World Series of Poker
- Bracelet: None
- Money finishes: 7
- Highest WSOP Main Event finish: 5th, 1998

World Poker Tour
- Title: None
- Final table: 1
- Money finishes: 3

= Lee Salem (poker player) =

American poker player

Lee Salem is an American poker player from Carlsbad, California. He has made several notable cashes in World Series of Poker and World Poker Tour tournaments and is also a cash game player.

Salem finished in 5th place in the 1998 World Series of Poker Main Event. He won $190,000 for this finish, which is his largest tournament cash to date. The main event final table for that year included top professional players T. J. Cloutier who finished third and Scotty Nguyen who went on to win the championship and become one of the best known and popular players in the poker world.

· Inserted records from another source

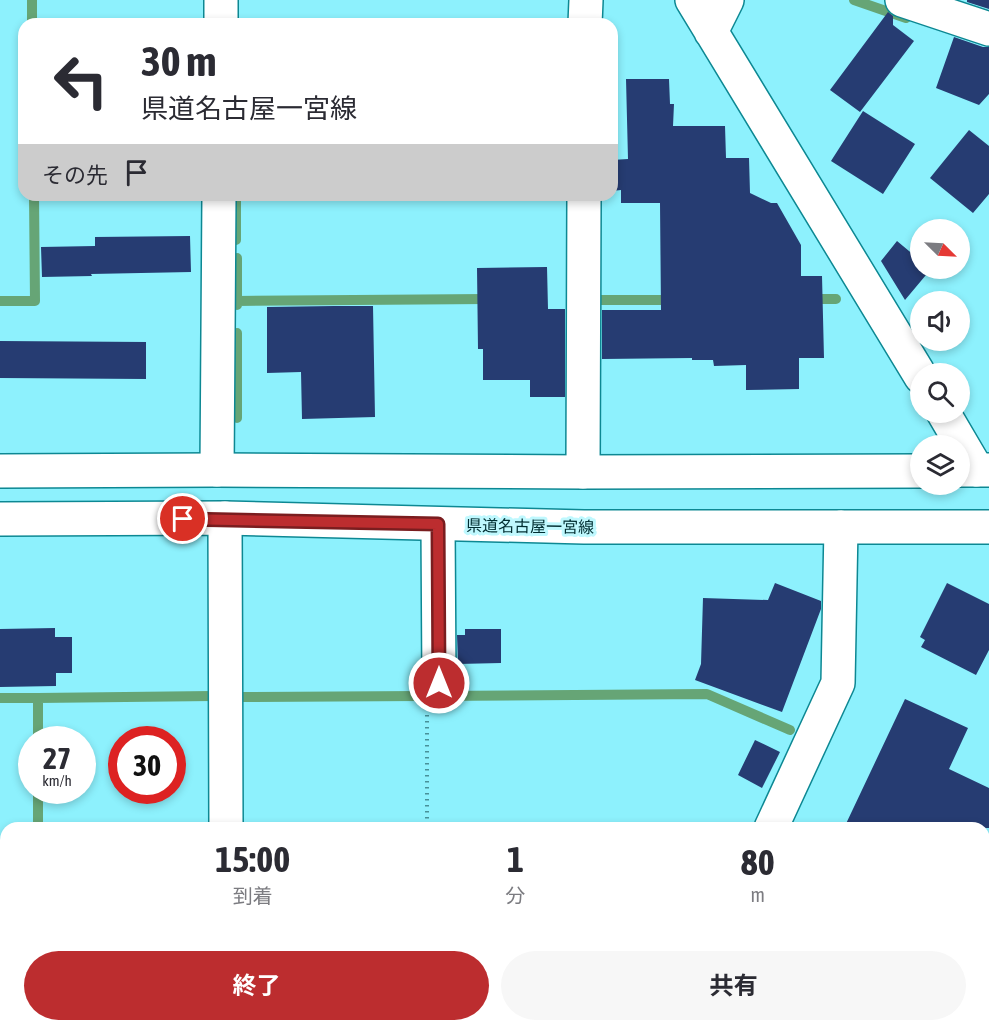 <!DOCTYPE html>
<html lang="ja">
<meta charset="utf-8">
<style>
:root{--surface:#fff;--page:#f7f7f7;--text:#2b2b33;--muted:#7c7c81;--accent:#bc2d2f}
body{margin:0;font-family:"Asap Condensed","Noto Sans JP",sans-serif;background:var(--page);color:var(--text);height:100vh;display:flex;flex-direction:column;font-size:22px;white-space:nowrap}
*{box-sizing:border-box;margin:0}
p{font-size:20px;color:var(--muted)}
.icon{flex:none;width:33px;height:33px;fill:none;stroke:currentColor;stroke-width:2;stroke-linecap:round;stroke-linejoin:round}
.map{position:relative;flex:1;overflow:hidden}
.drawer{position:absolute;left:0px;top:822px;width:990px;height:210px;display:flex;flex-direction:column;background:var(--surface);border-radius:18px 18px 0 0;box-shadow:0 3px 9px #0003}
.drawer>*{flex:none}
.banner{position:absolute;left:18px;top:18px;width:600px;height:183px;border-radius:18px;box-shadow:0 3px 9px #0003;background:#fff;color:var(--text);overflow:hidden}
.needle{width:39px;rotate:114deg}
.buttons{position:absolute;left:910px;top:219px;display:grid;gap:12px}
.buttons a{display:grid;place-items:center;width:60px;height:60px;border-radius:50%;background:var(--surface);box-shadow:0 3px 9px #0003;font-size:30px}
.speed{position:absolute;left:18px;top:726px;display:flex;gap:12px;font-size:30px;font-weight:700;text-align:center}
.speed>*{display:grid;place-content:center;width:78px;height:78px;border-radius:50%;background:var(--surface);box-shadow:0 3px 9px #0003;line-height:1}
.speed small{font-size:15px;font-weight:400}
.speed .limit{border:9px solid #d22;background:#fff;color:#111}
.pin{position:absolute;display:grid;place-items:center;width:51px;height:51px;color:#fff;margin:-26px;border:3px solid #fff;border-radius:50%;box-shadow:0 2px 6px #0007}
.me{position:absolute;width:66px;margin:-33px;rotate:0deg;stroke-linejoin:round;filter:drop-shadow(0 0 4px #0008)}
.turn{display:flex;align-items:center;gap:21px;height:126px;padding:0 24px;font-size:27px}
.turn .icon{width:78px;height:78px;stroke-width:2.5}
.turn b{display:block;font-size:42px;line-height:51px}
.then{display:flex;align-items:center;height:57px;padding:0 24px;background:#0003;gap:12px;font-size:22px}
.eta{display:flex;justify-content:space-evenly;align-items:center;height:102px;text-align:center}
.eta b{font-size:36px;font-weight:700;line-height:42px}
.primary-button{display:flex;gap:12px;margin-top:auto;padding:12px 24px}
.primary-button a{flex:1;height:69px;border-radius:36px;background:var(--accent);color:#fff;font-size:24px;font-weight:700;line-height:69px;text-align:center}
.primary-button a+a{background:var(--page);color:var(--text)}
.map>svg:first-child{display:block}
</style>
<div class="map">
<svg width="989" height="1032" viewBox="0 0 989 1032">
<rect width="100%" height="100%" fill="#8df1fd"/>
<g fill="none" stroke-linecap="round" stroke-linejoin="round">
<path stroke="#66a576" stroke-width="10" d="M32,0v24
M854,0l52,18
M236,195v45
M809,299h27
M601,300h72
M0,301h35l-1,-106
M237,301l250,-2
M237,305v-47
M237,333v85
M435,696l272,-2 83,36
M239,697l181,-1
M0,698h38v42
M38,698l174,-2
M38,790v38
M39,1026v6"/>
</g>
<path fill="#263c72" d="M967,0h22v9l-22,-7z
M888,12l5,4v9l21,16 -54,71 -30,-22z
M954,37l29,10h6v47l-10,11 -43,-17z
M626,79h43l1,25h4l-1,22h52l1,32h23l1,35 21,10h6l24,42v31h21l2,82h-25v31l-53,1v-25l-32,1 -1,-6h-21v-2l-90,1v-49h59l-1,-107h-39v-13l-9,1v-31l16,-1z
M863,111l52,33 -32,50 -52,-33z
M969,130l20,16v48l-16,19 -43,-35z
M190,236l1,36 -100,2 1,2 -50,1 -1,-30 54,-1v-9z
M897,241l24,20v7l10,1 -26,31 -24,-39z
M547,267l1,42h17v88h-35v-17h-47v-31h-5l-1,-81z
M334,306h39l2,111 -73,2 -1,-47 -34,1v-66z
M0,341l146,1v37l-146,-1z
M775,583l46,18v8l-39,103 -87,-32 6,-16 2,-66 65,2z
M947,583l42,21v46l-13,25 -55,-28 4,-7 -5,-3z
M55,628v9h17v36h-16v13l-56,1v-58z
M465,629h36v34l-43,1 -1,-29h8z
M905,699l63,29 -19,41 40,19v40h-145z
M755,740l25,12 -18,36 -24,-13z"/>
<g fill="none" stroke-linecap="round" stroke-linejoin="round">
<g stroke="#0d8893" stroke-width="36">
<path id="street" d="M692,0l229,377
M902,0l87,29
M221,24v-24
M585,24l1,-24
M711,32l16,-32
M943,412l34,58
M217,470l2,-275
M583,472l1,-277
M225,518l1,310
M438,524l1,159
M771,828l67,-145 3,-156
M984,999l5,-11
M227,1026v6
M675,1032l3,-6
M969,1032l3,-6"/>
</g>
<g stroke="#0d8893" stroke-width="36">
<path id="secondary" d="M960,470h29
M0,471l217,-1 366,2 338,-1
M0,519l225,-1 359,9h405"/>
</g>
<path stroke="#489199" stroke-width="4" stroke-dasharray="1.5 4.5" stroke-linecap="butt" d="M427,715v113
M428,1026v6"/>
<use href="#street" stroke="#fff" stroke-width="33"/>
<use href="#secondary" stroke="#fff" stroke-width="33"/>
</g>
<g fill="none" stroke-linecap="round" stroke-linejoin="round">
<g stroke="#7a1d1f" stroke-width="15">
<path id="route" d="M183,519l255,5 1,159"/>
</g>
<use href="#route" stroke="#bc2d2f" stroke-width="10"/>
</g>
<g text-anchor="middle" dominant-baseline="central" stroke-width="6" stroke-linejoin="round" paint-order="stroke">
<g font-size="16" fill="#002d31" stroke="#bff8fe">
<text transform="translate(530 526) rotate(1)">県道名古屋一宮線</text>
</g>
</g>
</svg>
<div class="buttons">
<a><svg class="needle" viewBox="-14 -14 28 28"><path d="M0-13l5 13h-10z" fill="#e53935"/><path d="M0 13l5-13h-10z" fill="#7c7c81"/></svg></a>
<a><svg class="icon" aria-label="sound" viewBox="0 0 24 24"><path d="M4 9h4l5-4v14l-5-4H4zM17 9q2 3 0 6"/></svg></a>
<a><svg class="icon" aria-label="search" viewBox="0 0 24 24"><circle cx="10" cy="10" r="6"/><path d="M15 15l6 6"/></svg></a>
<a><svg class="icon" aria-label="layers" viewBox="0 0 24 24"><path d="M12 4l9 5-9 5-9-5zM3 14l9 5 9-5"/></svg></a>
</div>
<div class="speed"><div>27<small>km/h</small></div><div class="limit">30</div></div>
<div class="pin" style="left:183px;top:519px;background:#d93025"><svg class="icon" aria-label="arrive" viewBox="0 0 24 24"><path d="M6 21V4h12l-3 4 3 4H6"/></svg></div>
<svg class="me" style="left:439px;top:683px" viewBox="-20 -20 40 40"><circle r="17" fill="#bc2d2f" stroke="#fff" stroke-width="3"/><path d="M0-11L8 9 0 5-8 9z" fill="#fff"/></svg>
<div class="banner">
<div class="turn"><svg class="icon" aria-label="left" viewBox="0 0 24 24"><path d="M17 20v-9H6M10 6l-5 5 5 5"/></svg><div><b>30 m</b>県道名古屋一宮線</div></div>
<div class="then">その先<svg class="icon" aria-label="arrive" viewBox="0 0 24 24"><path d="M6 21V4h12l-3 4 3 4H6"/></svg></div>
</div>
<section class="drawer">
<div class="eta">
<div><b>15:00</b><p>到着</p></div>
<div><b>1</b><p>分</p></div>
<div><b>80</b><p>m</p></div>
</div>
<div class="primary-button"><a>終了</a><a>共有</a></div>
</section>
</div>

Salem first cashed in the WSOP in 1995 in a limit hold'em event and has a total of seven cashes in the World Series of Poker so far in his career. He also cashed in the WSOP Main Event in 2000 (40th place) and in 2005 (361st place).

He also has cashed in the World Poker Tour three times, including making one final table. Salem made the final table of the Grand Prix de Paris 2003 event during the second season of the WPT. He finished in 6th place in that tournament which was won by David Benyamine.

Salem won a limit hold'em event at the California State Poker Championship in 2003, earning $124,655 for the win. He is also a cash game player in and around his hometown in California.

As of 2025, Salem's total tournament winnings exceed $1,000,000. His seven cashes at the World Series of Poker make up $291,198 of that total.